С “Пузырями земли” в лирику Блока вошел образ России-мифа, которому сопутствовала пантеистическая, дохристианская мистика. Блок писал о полевом Христе как Боге для всякой твари - и человека и нежити: болотных чертенят, карликов, русалок, нимф... Потому в его лирике чертик просится к святым местам, а болотный попик всех любит и за всех молится. Идея единства всего сущего стала центральной в понимании России. Заметим: в поэме “Двенадцать” образ России уже будет представлен как расколотый, враждующий мир. Даже печаль в “Пузырях земли” не являлась антонимом радости. Поэт создал оксюморонные образы: “улыбалась печаль”, “В печальном веселье встречаю весну”.

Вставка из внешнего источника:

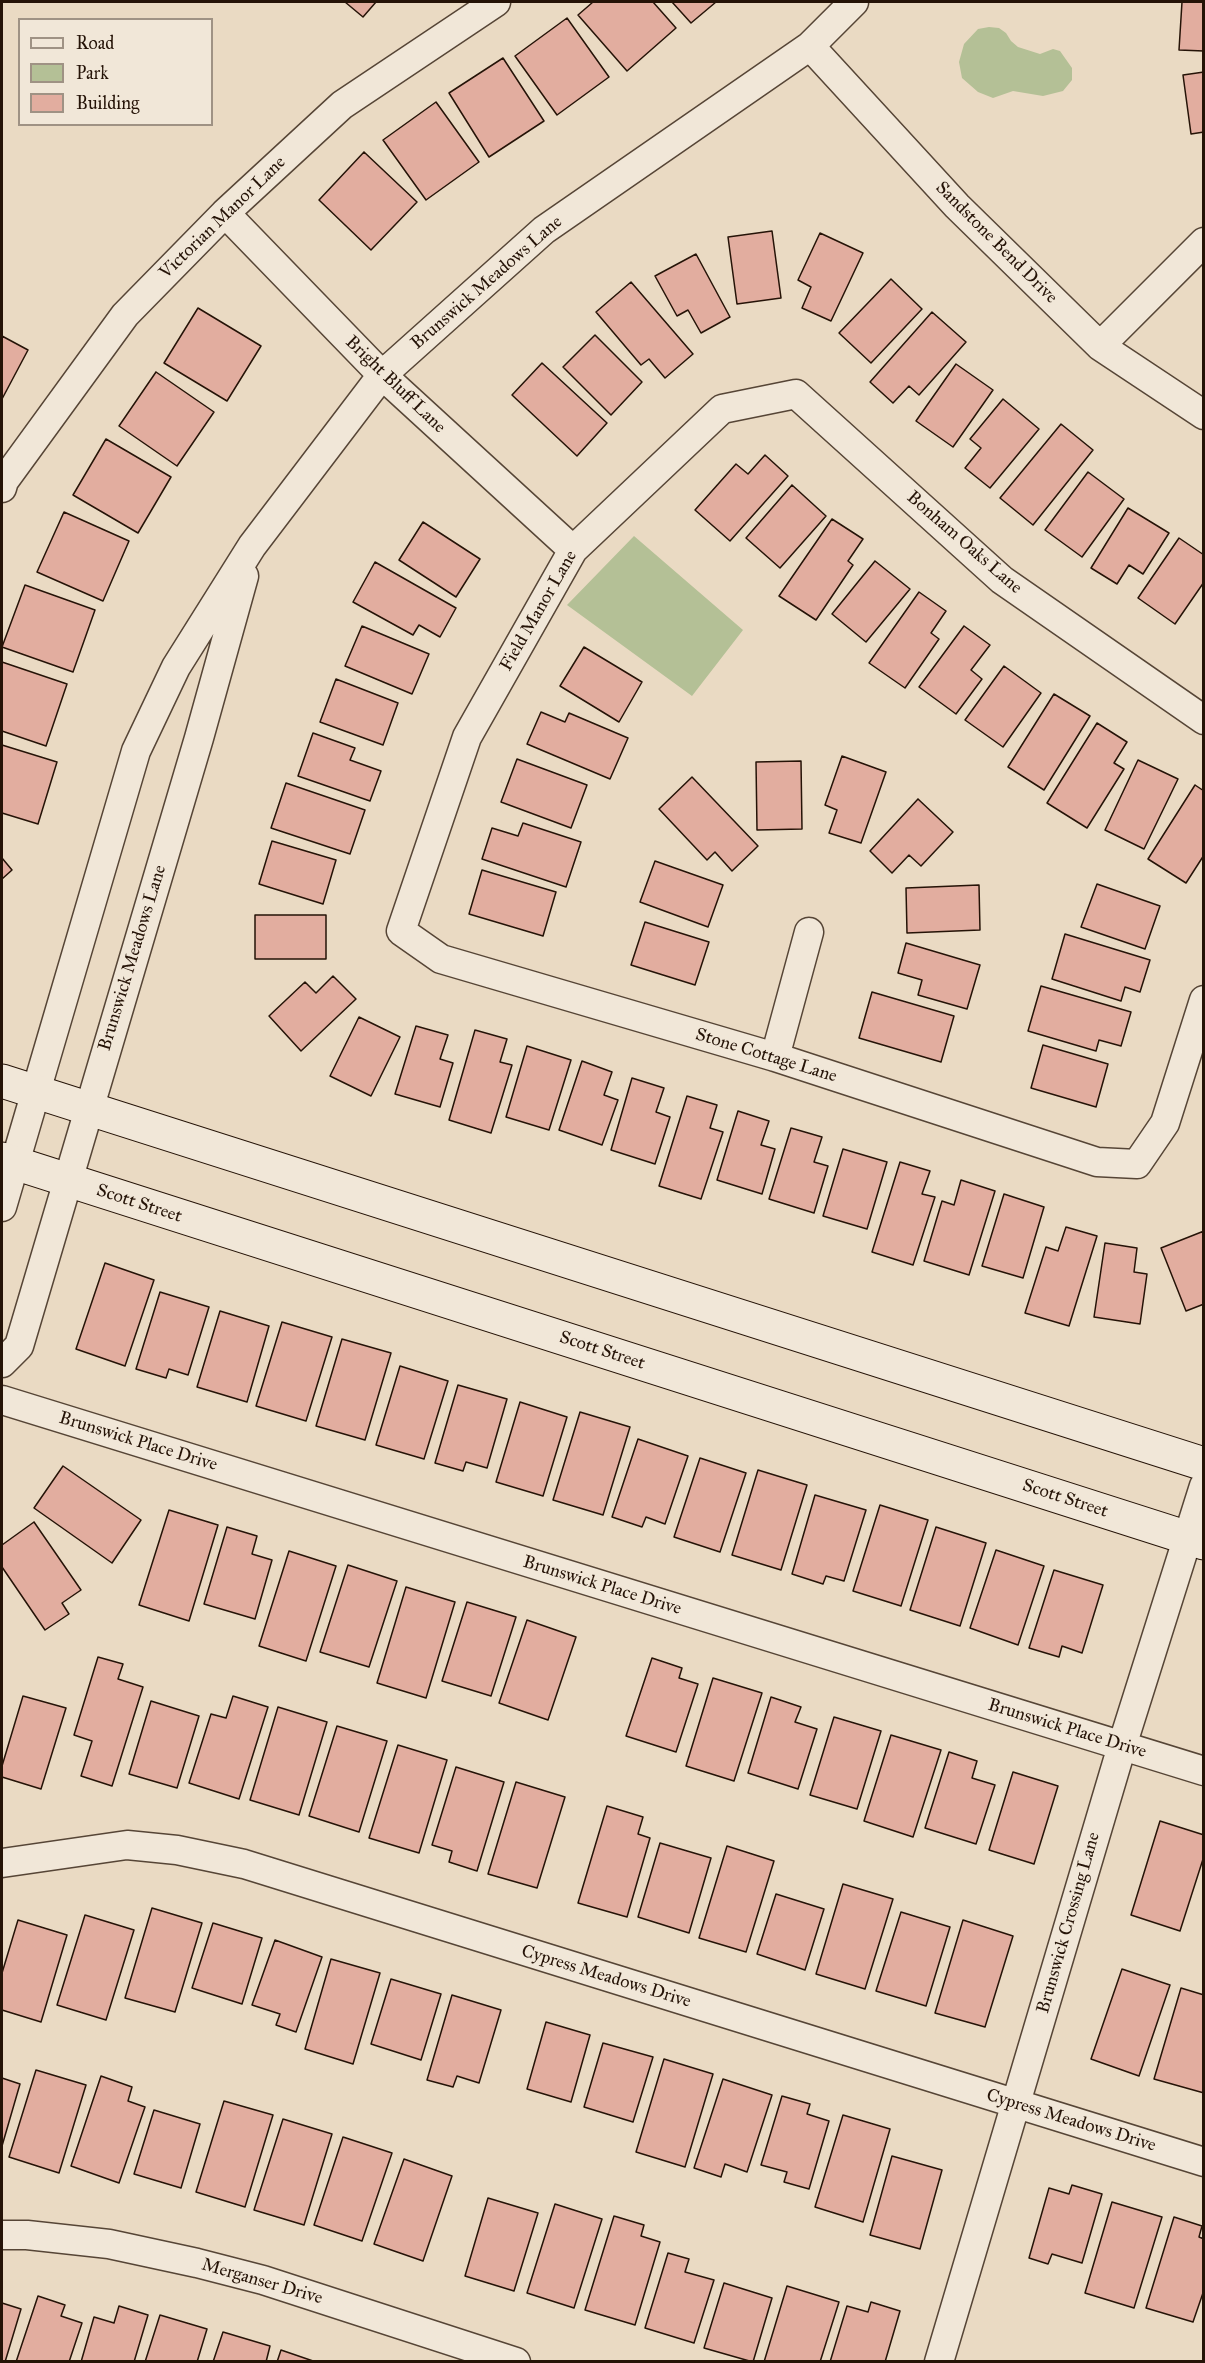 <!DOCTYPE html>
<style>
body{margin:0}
#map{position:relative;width:1205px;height:2363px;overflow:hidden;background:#eadac3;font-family:"IM FELL Great Primer",serif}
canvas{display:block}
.frame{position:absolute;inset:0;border:3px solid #251307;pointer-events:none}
.legend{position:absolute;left:18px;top:18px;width:195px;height:108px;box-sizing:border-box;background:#f1e7d8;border:2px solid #9f9284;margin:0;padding:8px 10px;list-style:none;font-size:18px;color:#251307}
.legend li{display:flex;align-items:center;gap:12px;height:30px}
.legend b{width:30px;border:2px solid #9f9284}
</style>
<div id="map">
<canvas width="1205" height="2363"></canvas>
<div class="frame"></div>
<ul class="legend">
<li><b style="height:8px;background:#f1e7d8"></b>Road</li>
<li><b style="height:16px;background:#b4c096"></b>Park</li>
<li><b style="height:16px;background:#e2ad9f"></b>Building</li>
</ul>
</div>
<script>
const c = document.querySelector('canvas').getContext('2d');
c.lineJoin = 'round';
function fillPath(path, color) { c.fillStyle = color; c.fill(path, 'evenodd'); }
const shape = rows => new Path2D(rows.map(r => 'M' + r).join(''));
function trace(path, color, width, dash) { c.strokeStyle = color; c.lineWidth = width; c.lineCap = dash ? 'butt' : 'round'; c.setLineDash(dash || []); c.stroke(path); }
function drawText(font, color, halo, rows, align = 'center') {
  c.font = font + ' "IM FELL Great Primer",serif'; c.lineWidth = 4.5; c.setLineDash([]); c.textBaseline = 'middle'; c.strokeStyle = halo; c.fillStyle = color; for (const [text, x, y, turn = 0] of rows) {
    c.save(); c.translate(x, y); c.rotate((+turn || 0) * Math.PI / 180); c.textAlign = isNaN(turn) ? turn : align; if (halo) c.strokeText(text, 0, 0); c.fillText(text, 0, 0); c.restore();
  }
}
const green = shape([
 [989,27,999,28,1006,33,1011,41,1018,47,1040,54,1053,49,1060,51,1072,68,1072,80,1063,91,1043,96,1013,91,993,98,978,92,962,78,959,62,964,44,978,29],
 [634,536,743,630,692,696,567,605]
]);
const building = shape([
 [345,2,376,2,363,17,345,2],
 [593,2,653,2,676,28,627,71,578,15,593,2],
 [672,2,716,2,691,23,672,2],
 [1182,2,1204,2,1204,51,1179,50,1182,2],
 [567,18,609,77,557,115,515,56,567,18],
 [503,58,544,121,489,157,449,93,503,58],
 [1204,72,1204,132,1191,134,1183,75,1204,72],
 [436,102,479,162,426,200,383,140,436,102],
 [364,152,417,202,371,250,319,200,364,152],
 [772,231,781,298,737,304,728,237,772,231],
 [820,233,863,253,831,321,802,308,811,287,798,280,820,233],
 [696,254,730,317,701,333,688,310,677,316,655,276,696,254],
 [891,279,922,309,871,363,839,333,891,279],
 [631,282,693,354,665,378,649,359,641,365,596,312,631,282],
 [198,308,261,346,227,401,164,363,198,308],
 [932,312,966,342,919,395,909,386,893,403,870,382,932,312],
 [595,335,642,382,611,415,563,367,595,335],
 [2,336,28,350,2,399,2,336],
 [542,363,607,423,577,456,512,395,542,363],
 [956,364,993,390,953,447,916,421,956,364],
 [156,372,214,412,177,466,119,426,156,372],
 [1003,399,1039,429,990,488,965,468,981,448,970,439,1003,399],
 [1061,424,1093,450,1033,525,1000,498,1061,424],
 [106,439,171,477,138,533,73,495,106,439],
 [765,455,788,476,730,541,695,510,736,464,748,474,765,455],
 [1088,472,1124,499,1082,557,1045,530,1088,472],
 [792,485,826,516,780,568,746,538,792,485],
 [1128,508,1169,533,1143,574,1129,565,1117,584,1091,568,1128,508],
 [64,512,129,541,103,601,37,572,64,512],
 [832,519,863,539,848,561,853,565,816,620,779,596,832,519],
 [423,522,480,559,456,597,399,560,423,522],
 [1179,538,1204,555,1204,582,1175,624,1138,598,1179,538],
 [875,561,910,589,866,642,832,614,875,561],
 [375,562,456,608,440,637,419,625,413,635,353,602,375,562],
 [25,585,95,610,73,672,2,647,25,585],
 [919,592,946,611,931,633,939,639,905,688,869,663,919,592],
 [362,626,429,654,412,694,345,666,362,626],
 [964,626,990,645,971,670,982,679,956,714,919,687,964,626],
 [584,647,642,682,619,722,560,686,584,647],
 [2,662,67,684,46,746,2,731,2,662],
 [1004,666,1041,693,1003,747,965,720,1004,666],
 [336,679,398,703,383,745,320,722,336,679],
 [1054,694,1090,716,1044,790,1008,767,1054,694],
 [541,712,565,722,569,713,628,738,610,779,527,744,541,712],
 [1097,723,1127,742,1114,763,1124,769,1087,828,1047,803,1097,723],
 [313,733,355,748,350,760,381,771,370,801,298,776,313,733],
 [2,745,57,762,38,824,2,813,2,745],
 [842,756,886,772,861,843,829,833,837,810,825,805,842,756],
 [517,759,587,785,571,828,501,802,517,759],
 [1138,760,1178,779,1144,849,1105,830,1138,760],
 [801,761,802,829,757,830,756,762,801,761],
 [692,777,758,846,732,871,715,852,707,860,659,809,692,777],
 [286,783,365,810,350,854,271,828,286,783],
 [1195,785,1204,791,1204,855,1186,883,1148,859,1195,785],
 [918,799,953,832,921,866,909,855,892,873,870,851,918,799],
 [523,823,581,842,566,887,482,859,492,828,518,836,523,823],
 [272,841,336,860,323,904,259,884,272,841],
 [2,858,12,870,2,879,2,858],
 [655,861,723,885,708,927,640,902,655,861],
 [482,870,556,892,543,936,469,914,482,870],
 [1097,884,1160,906,1145,949,1081,927,1097,884],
 [979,885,980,930,907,933,906,888,979,885],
 [255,915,326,915,326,959,255,959,255,915],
 [645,922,709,942,695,985,631,965,645,922],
 [1065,934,1150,960,1140,992,1125,987,1121,1001,1052,979,1065,934],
 [906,943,980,965,967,1009,918,995,922,980,898,973,906,943],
 [333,976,356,999,301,1051,269,1016,305,982,316,993,333,976],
 [1041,986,1131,1012,1121,1046,1099,1040,1096,1051,1028,1031,1041,986],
 [872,992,954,1016,941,1062,859,1038,872,992],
 [359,1017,400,1037,371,1096,330,1076,359,1017],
 [416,1026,448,1035,440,1059,453,1063,440,1107,395,1094,416,1026],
 [475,1030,507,1039,500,1062,512,1065,491,1133,449,1120,475,1030],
 [1043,1045,1108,1064,1096,1107,1031,1088,1043,1045],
 [527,1046,571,1060,549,1130,506,1117,527,1046],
 [582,1061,612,1072,604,1095,618,1100,602,1145,559,1130,582,1061],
 [632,1078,664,1088,656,1112,670,1117,655,1164,611,1150,632,1078],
 [687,1096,717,1105,710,1128,723,1132,701,1199,659,1186,687,1096],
 [738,1111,769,1121,761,1145,775,1149,762,1194,717,1180,738,1111],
 [791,1128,822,1137,814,1162,828,1166,814,1213,769,1199,791,1128],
 [843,1149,887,1162,867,1229,823,1216,843,1149],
 [900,1162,930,1171,922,1194,935,1197,913,1265,872,1252,900,1162],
 [961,1180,995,1191,969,1275,924,1261,942,1201,954,1205,961,1180],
 [1004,1194,1044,1207,1023,1278,982,1266,1004,1194],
 [1066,1227,1097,1236,1069,1326,1025,1313,1046,1247,1058,1251,1066,1227],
 [1204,1231,1204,1304,1186,1311,1161,1248,1204,1231],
 [1105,1243,1137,1248,1134,1272,1147,1274,1140,1324,1094,1317,1105,1243],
 [105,1263,154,1280,125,1366,76,1349,105,1263],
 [160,1292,209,1307,188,1375,169,1369,166,1378,136,1369,160,1292],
 [220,1311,269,1326,247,1402,197,1387,220,1311],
 [282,1322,332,1337,306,1421,256,1406,282,1322],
 [342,1339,391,1353,365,1440,316,1426,342,1339],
 [400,1366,448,1381,424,1459,376,1445,400,1366],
 [458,1385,507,1399,487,1468,466,1462,463,1471,435,1463,458,1385],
 [520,1402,567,1417,543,1496,496,1482,520,1402],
 [580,1412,630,1427,603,1515,553,1500,580,1412],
 [638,1439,688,1456,665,1524,646,1517,642,1527,612,1517,638,1439],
 [700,1458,746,1473,720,1552,674,1537,700,1458],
 [63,1466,141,1520,112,1563,34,1508,63,1466],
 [758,1470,807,1485,781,1570,732,1555,758,1470],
 [815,1495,866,1510,844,1581,826,1576,823,1584,792,1574,815,1495],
 [880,1505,928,1520,901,1606,853,1591,880,1505],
 [169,1510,218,1525,189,1621,139,1605,169,1510],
 [34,1522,81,1590,62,1603,69,1614,45,1630,2,1567,2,1545,34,1522],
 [227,1527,257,1536,252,1554,272,1560,255,1619,204,1604,227,1527],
 [936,1527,986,1543,960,1626,910,1610,936,1527],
 [996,1550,1044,1566,1018,1645,970,1628,996,1550],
 [289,1551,336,1566,306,1661,259,1646,289,1551],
 [348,1565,397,1581,369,1667,320,1652,348,1565],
 [1054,1570,1103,1585,1082,1653,1062,1646,1059,1657,1029,1648,1054,1570],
 [406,1587,455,1602,426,1698,377,1683,406,1587],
 [467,1602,516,1617,491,1696,442,1681,467,1602],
 [527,1620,576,1637,548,1720,499,1703,527,1620],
 [98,1657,123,1664,118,1679,143,1687,112,1786,81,1776,92,1741,74,1735,98,1657],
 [652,1658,682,1668,679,1678,698,1684,676,1752,626,1736,652,1658],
 [713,1678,762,1693,734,1781,686,1766,713,1678],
 [23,1696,66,1708,41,1789,2,1777,2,1766,23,1696],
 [233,1696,268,1707,239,1799,189,1783,211,1714,226,1718,233,1696],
 [771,1697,801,1707,795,1722,817,1729,798,1789,748,1773,771,1697],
 [151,1701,199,1716,177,1788,129,1774,151,1701],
 [278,1707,327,1722,299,1815,250,1800,278,1707],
 [834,1717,881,1731,857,1809,810,1795,834,1717],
 [337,1726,387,1741,359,1832,309,1816,337,1726],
 [891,1735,941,1750,913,1837,864,1821,891,1735],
 [398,1745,447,1760,419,1853,369,1838,398,1745],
 [949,1752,977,1761,972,1778,995,1785,976,1844,925,1828,949,1752],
 [456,1767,504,1782,477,1871,449,1862,452,1851,432,1845,456,1767],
 [1013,1772,1058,1786,1034,1864,989,1850,1013,1772],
 [516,1782,565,1797,537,1888,488,1874,516,1782],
 [607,1806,643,1817,638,1834,650,1838,627,1917,578,1903,607,1806],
 [1160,1821,1204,1835,1204,1856,1180,1931,1131,1915,1160,1821],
 [660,1843,711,1858,689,1933,638,1917,660,1843],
 [727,1846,774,1861,746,1952,699,1938,727,1846],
 [843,1884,893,1899,865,1989,816,1974,843,1884],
 [776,1894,824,1909,805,1970,757,1954,776,1894],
 [152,1908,202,1923,175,2012,125,1998,152,1908],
 [901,1912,950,1927,926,2006,876,1991,901,1912],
 [85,1915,134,1930,106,2020,57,2005,85,1915],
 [18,1920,67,1935,41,2022,2,2010,2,1973,18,1920],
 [963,1920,1013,1936,985,2027,935,2013,963,1920],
 [213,1923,262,1938,242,2004,192,1988,213,1923],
 [275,1940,322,1957,296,2032,276,2025,280,2014,252,2005,275,1940],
 [331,1959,380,1973,353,2064,305,2049,331,1959],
 [1122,1969,1170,1985,1139,2076,1091,2059,1122,1969],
 [391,1979,441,1994,421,2060,371,2044,391,1979],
 [1181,1988,1204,1995,1204,2093,1154,2079,1181,1988],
 [452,1995,501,2010,479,2083,457,2076,453,2087,427,2080,452,1995],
 [546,2022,590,2035,571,2102,527,2089,546,2022],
 [603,2043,653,2057,633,2122,584,2107,603,2043],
 [664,2059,713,2074,685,2167,636,2152,664,2059],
 [36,2070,86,2085,59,2173,9,2157,36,2070],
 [101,2076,132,2087,128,2101,145,2107,119,2183,71,2166,101,2076],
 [2,2078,20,2084,2,2146,2,2078],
 [723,2079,772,2095,747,2172,725,2164,721,2177,694,2168,723,2079],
 [782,2096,810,2104,807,2114,829,2121,809,2189,784,2182,787,2172,761,2165,782,2096],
 [224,2101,273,2115,245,2207,196,2192,224,2101],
 [154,2110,200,2124,181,2188,134,2174,154,2110],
 [843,2115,890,2129,863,2222,815,2207,843,2115],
 [283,2119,332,2134,304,2225,254,2210,283,2119],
 [343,2137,392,2153,362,2241,314,2225,343,2137],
 [892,2156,942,2170,920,2249,870,2235,892,2156],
 [404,2159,452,2176,423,2261,374,2244,404,2159],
 [1072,2185,1102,2194,1082,2263,1052,2254,1048,2264,1029,2258,1049,2188,1069,2194,1072,2185],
 [488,2198,538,2213,514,2291,465,2276,488,2198],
 [1112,2202,1162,2217,1134,2308,1085,2293,1112,2202],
 [555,2204,602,2219,574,2308,527,2293,555,2204],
 [614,2216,644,2225,641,2236,660,2242,635,2325,585,2310,614,2216],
 [1174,2217,1202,2226,1199,2237,1204,2239,1204,2290,1193,2322,1146,2308,1174,2217],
 [668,2253,689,2259,685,2272,714,2280,694,2343,645,2328,668,2253],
 [724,2283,772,2298,753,2362,704,2348,724,2283],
 [787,2286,839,2302,820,2362,764,2362,787,2286],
 [38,2296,65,2305,61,2316,82,2323,69,2362,16,2362,38,2296],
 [871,2302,900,2311,885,2362,830,2362,847,2306,868,2312,871,2302],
 [2,2303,21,2309,5,2362,2,2362,2,2303],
 [119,2306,148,2315,134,2362,81,2362,94,2317,114,2323,119,2306],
 [160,2315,207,2329,197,2362,145,2362,160,2315],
 [223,2332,270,2346,266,2362,213,2362,223,2332],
 [281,2350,316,2362,277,2362,281,2350]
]);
const street = shape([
 [810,46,957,206,1100,346,1204,415],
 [225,213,382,375,573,550],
 [1100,346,1204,242],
 [2,488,4,481,125,315,225,213,342,105,496,2],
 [1204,720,1002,580,796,394,722,409,573,550,467,737,401,931,441,959,775,1057,1097,1162,1137,1164,1165,1123,1204,1000],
 [775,1057,809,932],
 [2,1207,136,751,176,667,252,546,382,375,544,230,810,46,854,2],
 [2,1363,19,1346,199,738,244,576],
 [2,1400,1204,1771],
 [2,1863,127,1845,177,1850,244,1864,1204,2162],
 [2,2235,27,2235,109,2244,197,2263,263,2280,516,2362],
 [939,2362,1122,1746,1204,1486]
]);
const secondary = shape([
 [2,1081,1204,1464],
 [2,1159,1204,1543]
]);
const streetNames = [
 ["Victorian Manor Lane",223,218,-44],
 ["Sandstone Bend Drive",996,243,45],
 ["Brunswick Meadows Lane",487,283,-41],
 ["Bright Bluff Lane",395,385,44],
 ["Bonham Oaks Lane",964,543,41],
 ["Field Manor Lane",539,611,-60],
 ["Brunswick Meadows Lane",133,958,-73],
 ["Stone Cottage Lane",766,1056,17],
 ["Scott Street",139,1204,18],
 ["Scott Street",602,1351,18],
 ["Brunswick Place Drive",138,1442,17],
 ["Scott Street",1065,1499,18],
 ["Brunswick Place Drive",602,1586,17],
 ["Brunswick Place Drive",1067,1729,17],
 ["Brunswick Crossing Lane",1069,1923,-74],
 ["Cypress Meadows Drive",606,1977,17],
 ["Cypress Meadows Drive",1071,2121,17],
 ["Merganser Drive",262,2282,16]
];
fillPath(green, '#b4c096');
fillPath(building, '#e2ad9f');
trace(building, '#251307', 1.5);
trace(street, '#564536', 31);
trace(secondary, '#251307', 35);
trace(street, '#f1e7d8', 28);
trace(secondary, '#f1e7d8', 33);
drawText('18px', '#251307', '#f1e7d8', streetNames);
</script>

Лирический герой почувствовал свою причастность к такой России. Он открывал для себя полевую родину “древесного оргиазма”, в которой “соки так и гуляли в лесах и полях”, и приходил к мысли о том, что “унизительно не быть одной из этих стихий”, как писал он в 1905 г.

Вместе с тем в блоковской версии России обозначились и социальные мотивы. В 1900-х гг. среди блоковских образов появились крестьяне, матросы, рабочие. Январские события 1905 г. стали причиной появления в лирике Блока образа революционного народа. Так, в стихотворении “Шли на приступ. Прямо в грудь...” прозвучал мотив крови, “дали кровавой”.

Блок искал свой образ России. В конечном итоге в его творчестве оформилось представление о России многоликой - народной, кроткой, разбойной, эпической, интимной, устремленной, по-степному бескрайней, вольной... В блоковском ощущении России выразились традиции русской литературы предыдущего века, прежде всего Пушкина, Лермонтова, Гоголя. В стремлении быть полезным народной России сказалось влияние поэзии Некрасова. Блоку близка тютчевская концепция “Умом Россию не понять”, его вера во “всемирную судьбу” родины, которую пророчил и Гоголь в одиннадцатой главе “Мертвых душ”.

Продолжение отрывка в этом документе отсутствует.